* _WHAT TO WORK ON_:
Below are entries. Pull out all lines containing "Keep".

START RECORDS FOR THIS TASK

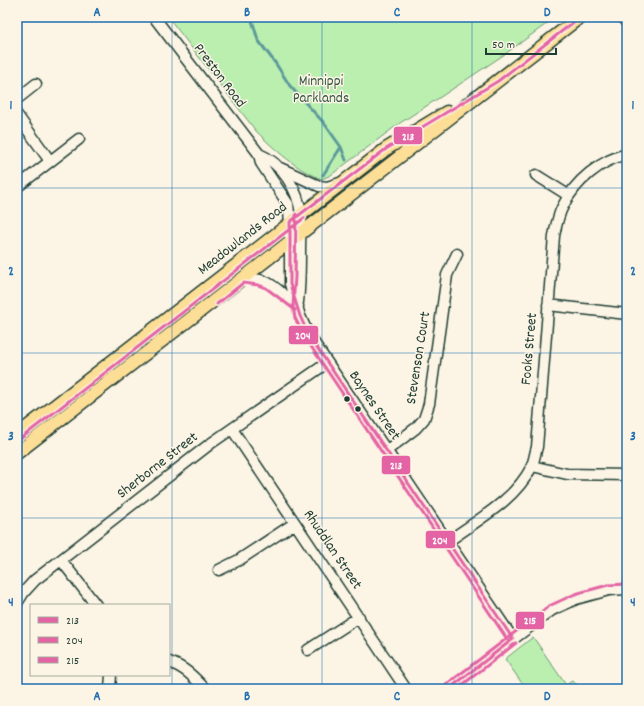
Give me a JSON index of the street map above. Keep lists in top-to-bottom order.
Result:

END RECORDS FOR THIS TASK
START RECORDS FOR THIS TASK

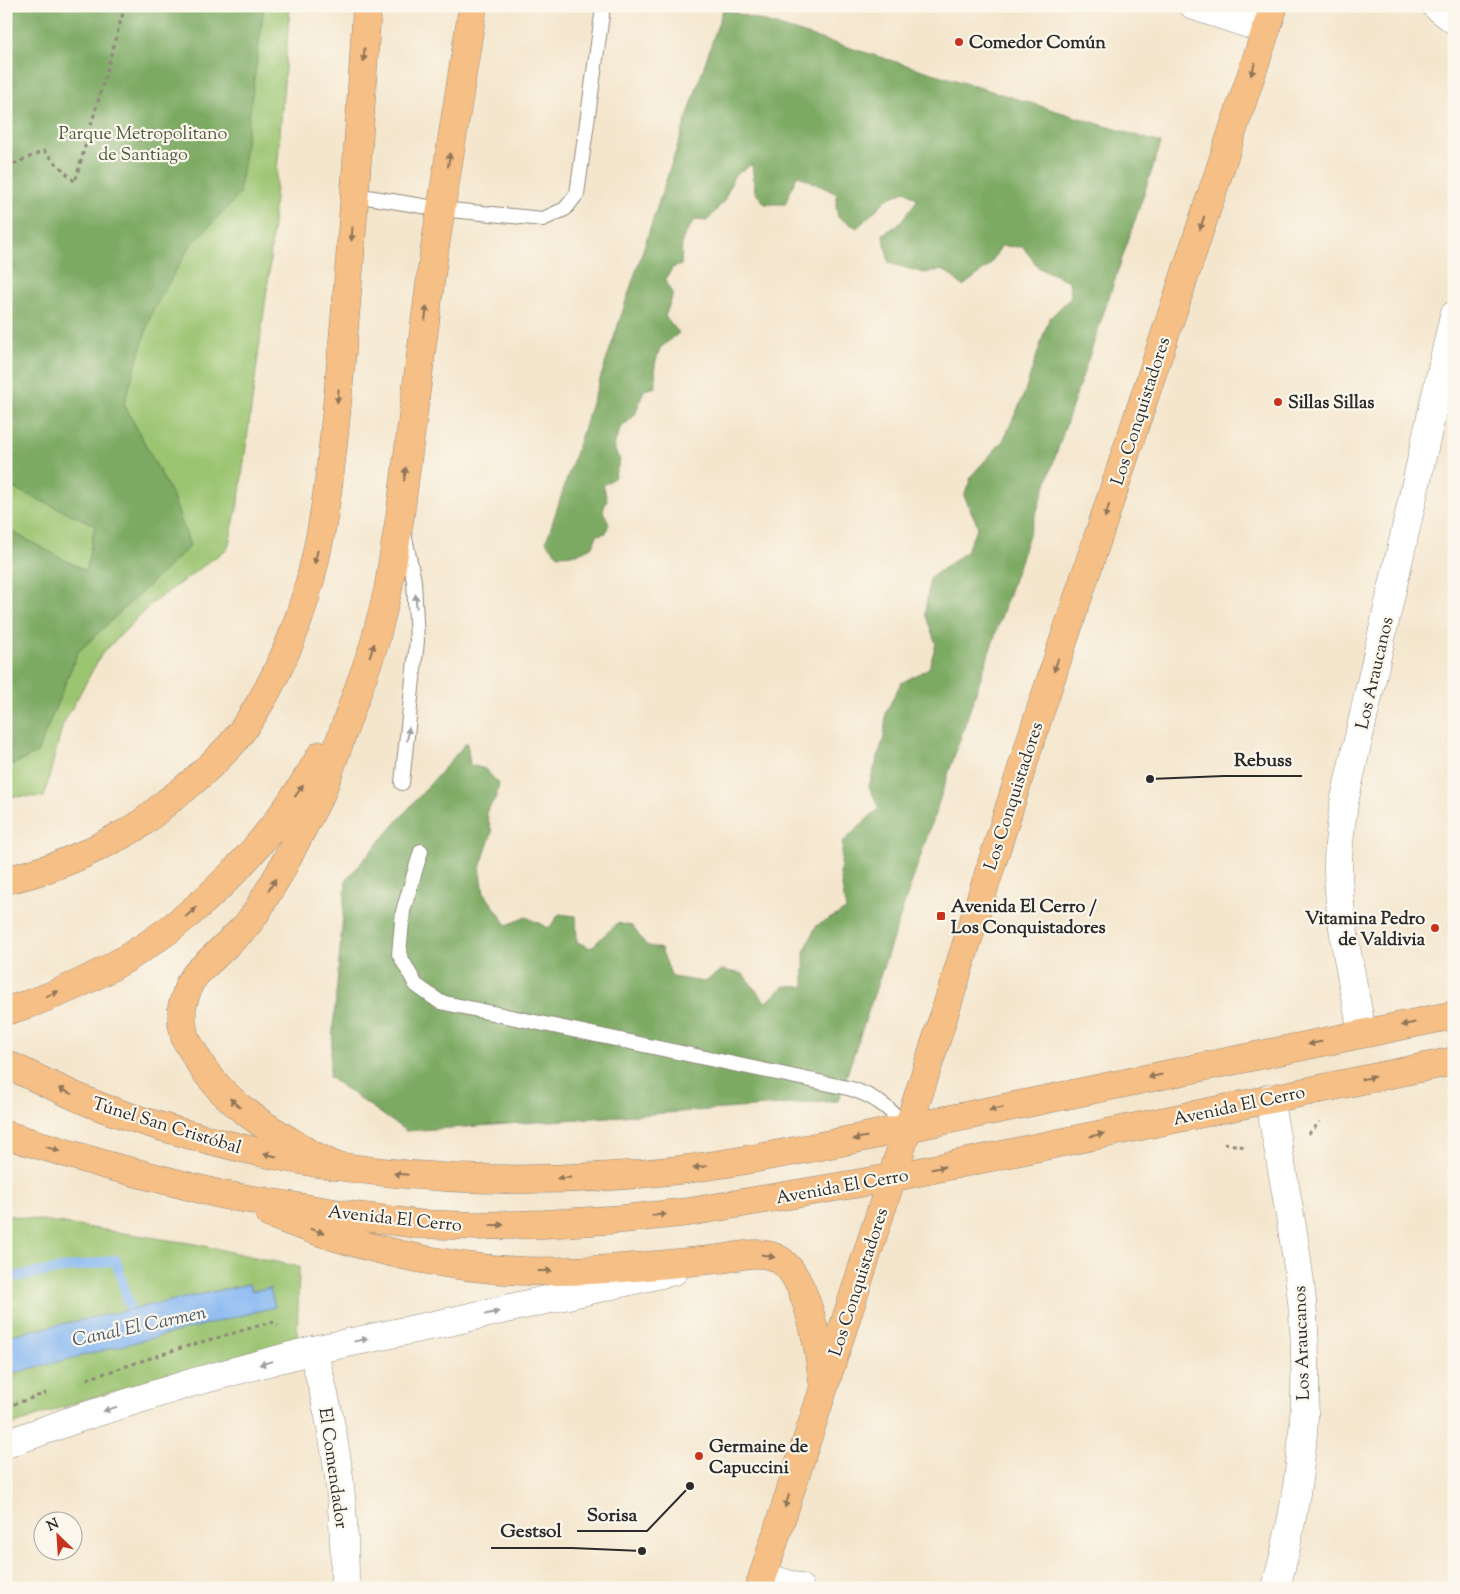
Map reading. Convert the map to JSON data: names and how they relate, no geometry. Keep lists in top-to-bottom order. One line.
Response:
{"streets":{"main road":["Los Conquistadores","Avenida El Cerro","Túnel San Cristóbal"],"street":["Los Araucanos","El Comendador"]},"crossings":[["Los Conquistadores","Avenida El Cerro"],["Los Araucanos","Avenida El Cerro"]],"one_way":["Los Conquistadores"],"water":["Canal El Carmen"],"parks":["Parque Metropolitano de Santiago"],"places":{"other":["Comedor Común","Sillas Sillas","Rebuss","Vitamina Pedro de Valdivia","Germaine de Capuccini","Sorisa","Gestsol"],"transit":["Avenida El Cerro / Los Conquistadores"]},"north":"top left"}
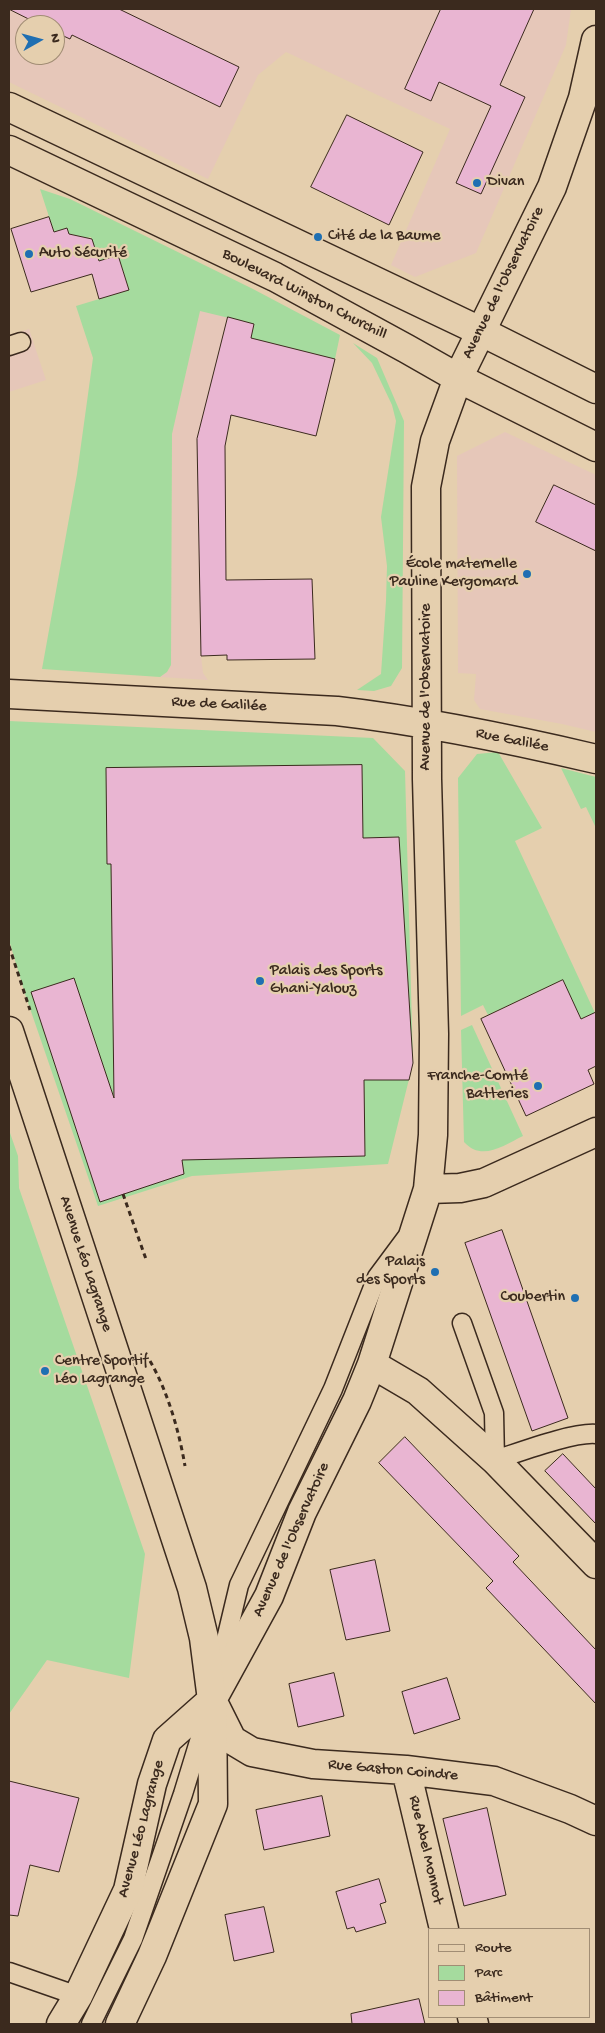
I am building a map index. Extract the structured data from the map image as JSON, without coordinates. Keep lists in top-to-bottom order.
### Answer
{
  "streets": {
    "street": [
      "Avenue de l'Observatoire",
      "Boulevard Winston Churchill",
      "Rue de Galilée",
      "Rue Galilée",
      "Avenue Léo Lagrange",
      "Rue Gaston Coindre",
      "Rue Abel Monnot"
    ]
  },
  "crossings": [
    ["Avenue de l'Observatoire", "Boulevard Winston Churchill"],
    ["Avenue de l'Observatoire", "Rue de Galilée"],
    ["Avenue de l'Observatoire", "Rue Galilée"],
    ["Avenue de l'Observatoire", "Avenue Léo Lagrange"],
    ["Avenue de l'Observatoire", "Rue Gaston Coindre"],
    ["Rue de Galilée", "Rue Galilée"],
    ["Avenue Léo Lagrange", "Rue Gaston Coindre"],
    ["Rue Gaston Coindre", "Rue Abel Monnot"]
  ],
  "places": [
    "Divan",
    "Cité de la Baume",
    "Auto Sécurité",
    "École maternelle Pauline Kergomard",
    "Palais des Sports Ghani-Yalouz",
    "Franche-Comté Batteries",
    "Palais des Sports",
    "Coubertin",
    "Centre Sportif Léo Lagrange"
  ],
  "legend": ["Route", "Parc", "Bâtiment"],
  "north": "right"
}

END RECORDS FOR THIS TASK

* _RESPONSE_:
Give me a JSON index of the street map above. Keep lists in top-to-bottom order.
Map reading. Convert the map to JSON data: names and how they relate, no geometry. Keep lists in top-to-bottom order. One line.
I am building a map index. Extract the structured data from the map image as JSON, without coordinates. Keep lists in top-to-bottom order.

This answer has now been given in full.